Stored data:
------------------------------------------------

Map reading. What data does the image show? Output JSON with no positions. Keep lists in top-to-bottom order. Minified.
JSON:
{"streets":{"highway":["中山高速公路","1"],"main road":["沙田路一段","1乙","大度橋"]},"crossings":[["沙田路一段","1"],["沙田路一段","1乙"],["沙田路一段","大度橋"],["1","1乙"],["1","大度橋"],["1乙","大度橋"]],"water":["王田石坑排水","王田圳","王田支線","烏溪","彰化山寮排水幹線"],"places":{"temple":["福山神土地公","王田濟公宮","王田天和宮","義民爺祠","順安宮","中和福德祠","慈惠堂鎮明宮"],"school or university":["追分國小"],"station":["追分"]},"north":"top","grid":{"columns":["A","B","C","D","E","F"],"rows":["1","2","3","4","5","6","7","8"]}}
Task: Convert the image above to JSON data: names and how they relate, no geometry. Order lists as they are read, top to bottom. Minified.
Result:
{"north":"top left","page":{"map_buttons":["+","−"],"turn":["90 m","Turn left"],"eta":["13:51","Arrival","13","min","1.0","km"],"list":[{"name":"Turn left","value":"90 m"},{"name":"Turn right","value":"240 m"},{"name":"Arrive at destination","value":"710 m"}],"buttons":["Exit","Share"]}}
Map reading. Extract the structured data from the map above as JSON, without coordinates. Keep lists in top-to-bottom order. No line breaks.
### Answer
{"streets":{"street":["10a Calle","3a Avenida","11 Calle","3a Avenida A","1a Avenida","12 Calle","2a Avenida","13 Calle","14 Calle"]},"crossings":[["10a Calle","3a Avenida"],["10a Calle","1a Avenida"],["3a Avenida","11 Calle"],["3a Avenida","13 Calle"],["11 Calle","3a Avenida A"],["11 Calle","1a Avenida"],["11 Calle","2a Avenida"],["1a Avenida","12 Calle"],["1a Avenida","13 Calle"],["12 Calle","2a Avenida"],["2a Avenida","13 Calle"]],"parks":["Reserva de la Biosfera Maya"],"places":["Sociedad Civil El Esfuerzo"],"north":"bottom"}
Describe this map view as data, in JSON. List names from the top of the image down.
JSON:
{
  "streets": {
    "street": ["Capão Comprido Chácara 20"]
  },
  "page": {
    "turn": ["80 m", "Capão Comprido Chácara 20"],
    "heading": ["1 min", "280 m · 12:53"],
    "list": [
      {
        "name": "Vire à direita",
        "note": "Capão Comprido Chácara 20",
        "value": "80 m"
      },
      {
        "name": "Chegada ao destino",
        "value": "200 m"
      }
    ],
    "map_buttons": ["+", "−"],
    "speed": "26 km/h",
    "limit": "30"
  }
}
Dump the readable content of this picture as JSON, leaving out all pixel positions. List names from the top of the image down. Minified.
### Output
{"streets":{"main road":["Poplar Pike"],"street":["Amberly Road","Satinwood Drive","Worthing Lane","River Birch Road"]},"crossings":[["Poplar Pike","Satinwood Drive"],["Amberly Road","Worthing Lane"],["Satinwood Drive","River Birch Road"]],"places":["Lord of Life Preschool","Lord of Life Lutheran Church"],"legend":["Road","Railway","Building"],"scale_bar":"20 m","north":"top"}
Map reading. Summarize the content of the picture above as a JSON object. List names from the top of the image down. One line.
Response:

------------------------------------------------

Work item
Retype all of the entries exactly, please.

Written solution
Map reading. What data does the image show? Output JSON with no positions. Keep lists in top-to-bottom order. Minified.
JSON:
{"streets":{"highway":["中山高速公路","1"],"main road":["沙田路一段","1乙","大度橋"]},"crossings":[["沙田路一段","1"],["沙田路一段","1乙"],["沙田路一段","大度橋"],["1","1乙"],["1","大度橋"],["1乙","大度橋"]],"water":["王田石坑排水","王田圳","王田支線","烏溪","彰化山寮排水幹線"],"places":{"temple":["福山神土地公","王田濟公宮","王田天和宮","義民爺祠","順安宮","中和福德祠","慈惠堂鎮明宮"],"school or university":["追分國小"],"station":["追分"]},"north":"top","grid":{"columns":["A","B","C","D","E","F"],"rows":["1","2","3","4","5","6","7","8"]}}
Task: Convert the image above to JSON data: names and how they relate, no geometry. Order lists as they are read, top to bottom. Minified.
Result:
{"north":"top left","page":{"map_buttons":["+","−"],"turn":["90 m","Turn left"],"eta":["13:51","Arrival","13","min","1.0","km"],"list":[{"name":"Turn left","value":"90 m"},{"name":"Turn right","value":"240 m"},{"name":"Arrive at destination","value":"710 m"}],"buttons":["Exit","Share"]}}
Map reading. Extract the structured data from the map above as JSON, without coordinates. Keep lists in top-to-bottom order. No line breaks.
### Answer
{"streets":{"street":["10a Calle","3a Avenida","11 Calle","3a Avenida A","1a Avenida","12 Calle","2a Avenida","13 Calle","14 Calle"]},"crossings":[["10a Calle","3a Avenida"],["10a Calle","1a Avenida"],["3a Avenida","11 Calle"],["3a Avenida","13 Calle"],["11 Calle","3a Avenida A"],["11 Calle","1a Avenida"],["11 Calle","2a Avenida"],["1a Avenida","12 Calle"],["1a Avenida","13 Calle"],["12 Calle","2a Avenida"],["2a Avenida","13 Calle"]],"parks":["Reserva de la Biosfera Maya"],"places":["Sociedad Civil El Esfuerzo"],"north":"bottom"}
Describe this map view as data, in JSON. List names from the top of the image down.
JSON:
{
  "streets": {
    "street": ["Capão Comprido Chácara 20"]
  },
  "page": {
    "turn": ["80 m", "Capão Comprido Chácara 20"],
    "heading": ["1 min", "280 m · 12:53"],
    "list": [
      {
        "name": "Vire à direita",
        "note": "Capão Comprido Chácara 20",
        "value": "80 m"
      },
      {
        "name": "Chegada ao destino",
        "value": "200 m"
      }
    ],
    "map_buttons": ["+", "−"],
    "speed": "26 km/h",
    "limit": "30"
  }
}
Dump the readable content of this picture as JSON, leaving out all pixel positions. List names from the top of the image down. Minified.
### Output
{"streets":{"main road":["Poplar Pike"],"street":["Amberly Road","Satinwood Drive","Worthing Lane","River Birch Road"]},"crossings":[["Poplar Pike","Satinwood Drive"],["Amberly Road","Worthing Lane"],["Satinwood Drive","River Birch Road"]],"places":["Lord of Life Preschool","Lord of Life Lutheran Church"],"legend":["Road","Railway","Building"],"scale_bar":"20 m","north":"top"}
Map reading. Summarize the content of the picture above as a JSON object. List names from the top of the image down. One line.
Response:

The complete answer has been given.